Introduction
Coral is a Rust-based query engine that exposes APIs, local files, and live data sources through a standard SQL interface. Instead of writing custom code for each data source, you write SQL and Coral handles the translation. It is built with AI agents in mind, giving them a single familiar interface to query any data.
What Coral Does
- Lets you query REST APIs, CSV files, JSON, and databases using standard SQL
- Translates SQL queries into appropriate API calls or file reads automatically
- Provides a unified schema layer so different data sources look like SQL tables
- Supports joins across heterogeneous sources in a single query
- Ships as a single Rust binary with no runtime dependencies
Architecture Overview
Coral uses a SQL parser frontend that accepts standard SQL queries and a planning layer that maps table references to configured data source adapters. Each adapter knows how to translate SQL predicates and projections into native operations for its source — HTTP requests for APIs, file reads for local data, or pass-through queries for databases. The execution engine handles cross-source joins and aggregations in memory. Being written in Rust, Coral compiles to a single static binary with fast startup and low memory usage.
Self-Hosting & Configuration
- Build from source with Cargo or download pre-built binaries from releases
- Define data sources in a YAML configuration file with connection details and schema mappings
- Use the CLI for ad-hoc queries or run Coral as a server with an HTTP query endpoint
- Configure authentication for API sources using environment variables or the config file
- Extend with custom source adapters for proprietary data formats
Key Features
- Standard SQL syntax for querying any data source
- Cross-source joins between APIs, files, and databases in one query
- Single static binary with no runtime dependencies
- Built for AI agents that need structured data access
- Extensible adapter system for custom data sources
Comparison with Similar Tools
- Steampipe — SQL for cloud APIs with a Postgres wire protocol; Coral is a lighter single-binary tool
- Trino/Presto — distributed SQL engines for big data; Coral is a local-first tool for developer and agent use
- DuckDB — fast local analytics on files; Coral adds API and live source querying
- q — SQL on CSV/TSV files; Coral extends the concept to APIs and any structured source
FAQ
Q: What SQL dialect does Coral use? A: Coral supports standard SQL with extensions for configuring source-specific parameters.

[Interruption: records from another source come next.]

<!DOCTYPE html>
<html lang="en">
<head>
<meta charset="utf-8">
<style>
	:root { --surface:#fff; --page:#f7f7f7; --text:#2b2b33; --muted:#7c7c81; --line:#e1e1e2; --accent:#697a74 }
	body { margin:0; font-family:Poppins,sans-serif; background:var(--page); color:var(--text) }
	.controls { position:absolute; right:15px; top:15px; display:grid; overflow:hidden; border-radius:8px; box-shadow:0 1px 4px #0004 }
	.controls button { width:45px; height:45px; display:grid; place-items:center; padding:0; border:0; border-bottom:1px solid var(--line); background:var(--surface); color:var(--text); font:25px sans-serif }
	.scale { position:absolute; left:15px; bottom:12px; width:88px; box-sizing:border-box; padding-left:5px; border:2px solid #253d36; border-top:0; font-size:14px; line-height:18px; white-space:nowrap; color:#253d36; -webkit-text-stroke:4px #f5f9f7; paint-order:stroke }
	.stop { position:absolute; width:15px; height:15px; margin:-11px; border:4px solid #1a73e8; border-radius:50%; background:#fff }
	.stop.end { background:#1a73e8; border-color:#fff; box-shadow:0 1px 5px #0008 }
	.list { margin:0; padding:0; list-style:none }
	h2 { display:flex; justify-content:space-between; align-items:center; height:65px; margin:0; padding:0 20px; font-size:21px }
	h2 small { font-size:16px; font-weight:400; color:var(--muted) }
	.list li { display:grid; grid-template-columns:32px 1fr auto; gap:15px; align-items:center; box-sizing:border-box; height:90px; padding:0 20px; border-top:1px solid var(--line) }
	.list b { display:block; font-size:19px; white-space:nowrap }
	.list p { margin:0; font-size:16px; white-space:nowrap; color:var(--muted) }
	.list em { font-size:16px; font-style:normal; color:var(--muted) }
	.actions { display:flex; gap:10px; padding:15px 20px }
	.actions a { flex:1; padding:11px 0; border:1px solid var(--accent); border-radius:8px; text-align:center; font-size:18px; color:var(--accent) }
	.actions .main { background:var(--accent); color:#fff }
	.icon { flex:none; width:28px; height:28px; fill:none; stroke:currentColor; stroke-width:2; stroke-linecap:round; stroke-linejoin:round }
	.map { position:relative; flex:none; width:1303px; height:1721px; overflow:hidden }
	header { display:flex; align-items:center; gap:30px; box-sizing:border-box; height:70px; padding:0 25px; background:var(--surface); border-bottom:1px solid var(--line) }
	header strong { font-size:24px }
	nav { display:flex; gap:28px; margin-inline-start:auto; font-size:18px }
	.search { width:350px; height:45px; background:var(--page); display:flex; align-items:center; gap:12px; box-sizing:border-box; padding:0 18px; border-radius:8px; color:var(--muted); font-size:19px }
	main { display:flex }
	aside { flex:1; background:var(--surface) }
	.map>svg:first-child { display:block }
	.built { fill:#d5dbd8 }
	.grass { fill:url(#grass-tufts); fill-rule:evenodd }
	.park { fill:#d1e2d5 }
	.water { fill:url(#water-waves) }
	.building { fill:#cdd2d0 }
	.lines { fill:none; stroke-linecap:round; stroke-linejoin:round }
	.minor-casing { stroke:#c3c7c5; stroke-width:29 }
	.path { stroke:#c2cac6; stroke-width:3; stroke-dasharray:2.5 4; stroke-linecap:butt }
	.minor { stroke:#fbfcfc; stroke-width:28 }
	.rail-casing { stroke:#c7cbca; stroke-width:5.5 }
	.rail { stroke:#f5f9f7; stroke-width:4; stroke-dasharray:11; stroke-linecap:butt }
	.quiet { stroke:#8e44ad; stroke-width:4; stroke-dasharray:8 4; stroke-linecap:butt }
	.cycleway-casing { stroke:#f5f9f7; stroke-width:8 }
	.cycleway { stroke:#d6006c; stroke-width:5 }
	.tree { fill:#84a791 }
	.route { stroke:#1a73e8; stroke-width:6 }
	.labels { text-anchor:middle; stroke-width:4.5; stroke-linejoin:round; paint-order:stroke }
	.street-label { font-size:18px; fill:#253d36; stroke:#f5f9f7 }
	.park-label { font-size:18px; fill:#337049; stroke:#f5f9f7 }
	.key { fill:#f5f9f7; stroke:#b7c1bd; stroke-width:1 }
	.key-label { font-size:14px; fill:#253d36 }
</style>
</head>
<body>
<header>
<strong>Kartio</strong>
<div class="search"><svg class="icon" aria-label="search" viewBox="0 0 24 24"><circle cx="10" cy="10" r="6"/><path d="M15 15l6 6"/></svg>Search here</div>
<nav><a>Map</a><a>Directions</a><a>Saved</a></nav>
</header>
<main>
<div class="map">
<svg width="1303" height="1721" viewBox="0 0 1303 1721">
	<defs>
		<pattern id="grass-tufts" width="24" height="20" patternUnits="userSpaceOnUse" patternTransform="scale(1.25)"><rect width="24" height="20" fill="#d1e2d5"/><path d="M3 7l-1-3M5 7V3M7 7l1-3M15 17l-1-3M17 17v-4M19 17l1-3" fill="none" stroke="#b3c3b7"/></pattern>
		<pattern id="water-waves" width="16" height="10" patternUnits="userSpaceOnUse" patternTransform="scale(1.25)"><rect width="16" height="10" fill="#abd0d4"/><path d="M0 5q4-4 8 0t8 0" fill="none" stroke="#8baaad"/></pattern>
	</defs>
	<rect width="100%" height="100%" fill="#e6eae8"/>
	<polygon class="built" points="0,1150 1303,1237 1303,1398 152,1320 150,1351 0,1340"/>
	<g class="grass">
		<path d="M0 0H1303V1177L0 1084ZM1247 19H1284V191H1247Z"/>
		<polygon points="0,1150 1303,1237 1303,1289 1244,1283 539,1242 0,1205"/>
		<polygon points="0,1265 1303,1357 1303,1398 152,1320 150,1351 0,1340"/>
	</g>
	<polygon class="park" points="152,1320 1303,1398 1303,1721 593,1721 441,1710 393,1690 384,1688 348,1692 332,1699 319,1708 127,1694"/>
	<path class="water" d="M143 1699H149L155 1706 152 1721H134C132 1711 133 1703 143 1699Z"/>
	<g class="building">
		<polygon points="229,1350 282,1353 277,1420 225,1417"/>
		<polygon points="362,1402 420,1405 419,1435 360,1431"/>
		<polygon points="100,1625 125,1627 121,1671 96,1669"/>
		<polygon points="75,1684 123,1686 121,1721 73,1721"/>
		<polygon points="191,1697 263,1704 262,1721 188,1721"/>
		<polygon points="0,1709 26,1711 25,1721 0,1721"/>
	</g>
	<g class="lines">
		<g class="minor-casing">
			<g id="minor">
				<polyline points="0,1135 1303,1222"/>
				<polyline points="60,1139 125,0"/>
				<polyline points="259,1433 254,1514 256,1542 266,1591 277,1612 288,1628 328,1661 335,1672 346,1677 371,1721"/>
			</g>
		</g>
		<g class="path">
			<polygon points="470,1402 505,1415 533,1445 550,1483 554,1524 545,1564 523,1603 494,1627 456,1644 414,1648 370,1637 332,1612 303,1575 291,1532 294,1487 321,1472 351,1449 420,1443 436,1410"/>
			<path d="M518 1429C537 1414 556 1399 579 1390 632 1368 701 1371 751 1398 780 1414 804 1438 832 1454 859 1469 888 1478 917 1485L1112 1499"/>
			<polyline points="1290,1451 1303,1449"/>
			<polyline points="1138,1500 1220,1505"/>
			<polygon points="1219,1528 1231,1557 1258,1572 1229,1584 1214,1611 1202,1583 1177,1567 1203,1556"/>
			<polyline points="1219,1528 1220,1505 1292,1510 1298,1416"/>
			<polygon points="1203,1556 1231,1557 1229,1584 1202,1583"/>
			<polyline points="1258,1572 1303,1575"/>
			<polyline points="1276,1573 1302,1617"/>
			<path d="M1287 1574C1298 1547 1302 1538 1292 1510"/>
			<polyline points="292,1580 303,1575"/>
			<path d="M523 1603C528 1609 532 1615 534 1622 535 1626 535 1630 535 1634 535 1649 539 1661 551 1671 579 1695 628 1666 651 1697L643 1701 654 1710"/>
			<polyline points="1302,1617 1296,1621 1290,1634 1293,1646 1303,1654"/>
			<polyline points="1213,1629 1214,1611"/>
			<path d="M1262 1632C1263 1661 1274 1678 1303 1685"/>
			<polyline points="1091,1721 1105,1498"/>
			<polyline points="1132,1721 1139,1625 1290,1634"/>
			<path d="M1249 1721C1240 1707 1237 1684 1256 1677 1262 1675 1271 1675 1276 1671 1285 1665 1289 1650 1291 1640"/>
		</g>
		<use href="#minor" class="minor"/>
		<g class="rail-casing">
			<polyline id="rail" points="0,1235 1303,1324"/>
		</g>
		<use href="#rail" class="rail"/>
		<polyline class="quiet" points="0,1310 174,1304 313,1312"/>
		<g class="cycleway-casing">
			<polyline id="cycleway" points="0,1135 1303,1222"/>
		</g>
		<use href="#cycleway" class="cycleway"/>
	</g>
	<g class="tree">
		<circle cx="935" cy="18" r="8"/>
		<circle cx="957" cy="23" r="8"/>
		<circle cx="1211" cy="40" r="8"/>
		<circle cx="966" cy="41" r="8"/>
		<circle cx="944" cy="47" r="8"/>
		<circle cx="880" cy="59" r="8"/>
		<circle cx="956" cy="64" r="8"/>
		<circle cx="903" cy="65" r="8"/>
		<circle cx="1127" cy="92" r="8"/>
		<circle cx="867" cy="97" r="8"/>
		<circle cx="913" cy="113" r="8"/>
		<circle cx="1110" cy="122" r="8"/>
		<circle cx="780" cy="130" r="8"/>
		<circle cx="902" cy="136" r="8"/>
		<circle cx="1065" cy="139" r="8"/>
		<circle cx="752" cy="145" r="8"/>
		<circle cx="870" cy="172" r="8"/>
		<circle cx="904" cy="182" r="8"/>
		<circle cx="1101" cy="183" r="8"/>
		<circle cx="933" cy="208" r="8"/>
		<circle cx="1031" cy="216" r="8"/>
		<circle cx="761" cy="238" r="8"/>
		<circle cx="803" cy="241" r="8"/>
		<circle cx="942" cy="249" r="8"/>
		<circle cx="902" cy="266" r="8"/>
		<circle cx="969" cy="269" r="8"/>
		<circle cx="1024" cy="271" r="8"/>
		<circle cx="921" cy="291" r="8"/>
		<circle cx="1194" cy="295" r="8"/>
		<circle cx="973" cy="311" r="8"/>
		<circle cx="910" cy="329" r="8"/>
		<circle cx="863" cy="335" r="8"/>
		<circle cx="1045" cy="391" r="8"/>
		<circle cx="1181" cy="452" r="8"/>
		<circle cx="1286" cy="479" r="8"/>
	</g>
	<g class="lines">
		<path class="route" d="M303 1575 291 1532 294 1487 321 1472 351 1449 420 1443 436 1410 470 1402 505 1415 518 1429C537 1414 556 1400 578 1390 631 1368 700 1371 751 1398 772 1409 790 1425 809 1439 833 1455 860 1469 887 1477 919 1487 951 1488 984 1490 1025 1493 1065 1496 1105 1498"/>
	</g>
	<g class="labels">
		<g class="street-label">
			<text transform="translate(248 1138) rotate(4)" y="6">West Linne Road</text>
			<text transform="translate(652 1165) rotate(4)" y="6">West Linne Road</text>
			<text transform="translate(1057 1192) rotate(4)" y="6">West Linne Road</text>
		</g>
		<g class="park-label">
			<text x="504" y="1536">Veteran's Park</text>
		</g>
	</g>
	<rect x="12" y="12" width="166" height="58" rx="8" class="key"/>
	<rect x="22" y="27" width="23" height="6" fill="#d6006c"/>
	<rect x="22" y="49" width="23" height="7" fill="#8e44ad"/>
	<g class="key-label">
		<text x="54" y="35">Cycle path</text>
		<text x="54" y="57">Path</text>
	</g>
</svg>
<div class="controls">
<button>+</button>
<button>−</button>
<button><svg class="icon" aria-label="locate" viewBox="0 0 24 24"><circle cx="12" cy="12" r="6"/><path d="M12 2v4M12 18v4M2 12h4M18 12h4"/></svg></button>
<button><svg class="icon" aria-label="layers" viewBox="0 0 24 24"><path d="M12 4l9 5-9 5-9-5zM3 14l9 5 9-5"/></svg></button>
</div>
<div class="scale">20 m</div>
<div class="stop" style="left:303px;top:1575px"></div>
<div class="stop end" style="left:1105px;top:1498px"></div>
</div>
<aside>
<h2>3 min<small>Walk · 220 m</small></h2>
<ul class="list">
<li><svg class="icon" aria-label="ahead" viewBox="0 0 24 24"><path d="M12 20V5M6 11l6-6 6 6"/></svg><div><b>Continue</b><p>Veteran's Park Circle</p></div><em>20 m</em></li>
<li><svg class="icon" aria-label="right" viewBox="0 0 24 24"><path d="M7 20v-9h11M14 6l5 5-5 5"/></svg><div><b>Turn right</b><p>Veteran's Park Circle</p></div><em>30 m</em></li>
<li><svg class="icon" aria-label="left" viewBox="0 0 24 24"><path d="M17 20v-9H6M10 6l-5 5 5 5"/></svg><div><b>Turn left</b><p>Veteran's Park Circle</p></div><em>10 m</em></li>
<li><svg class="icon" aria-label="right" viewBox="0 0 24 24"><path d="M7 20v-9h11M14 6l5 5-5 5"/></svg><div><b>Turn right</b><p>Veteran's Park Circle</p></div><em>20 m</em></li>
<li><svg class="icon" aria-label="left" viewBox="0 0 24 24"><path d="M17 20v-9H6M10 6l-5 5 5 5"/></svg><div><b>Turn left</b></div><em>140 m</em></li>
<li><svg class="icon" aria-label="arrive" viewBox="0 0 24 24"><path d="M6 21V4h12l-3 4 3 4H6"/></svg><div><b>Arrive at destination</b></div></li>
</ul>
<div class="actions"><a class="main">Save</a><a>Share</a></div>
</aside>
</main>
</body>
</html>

Q: Can I use Coral as a library in my application? A: The primary interface is the CLI and HTTP server, but the Rust crate can be embedded in other applications.
Q: How does it handle API rate limits? A: Coral respects rate limit headers and can be configured with per-source request throttling.
Q: Is it suitable for large datasets? A: Coral processes data in memory, so it works best for moderate-sized results. For large-scale analytics, use dedicated engines like DuckDB or Trino.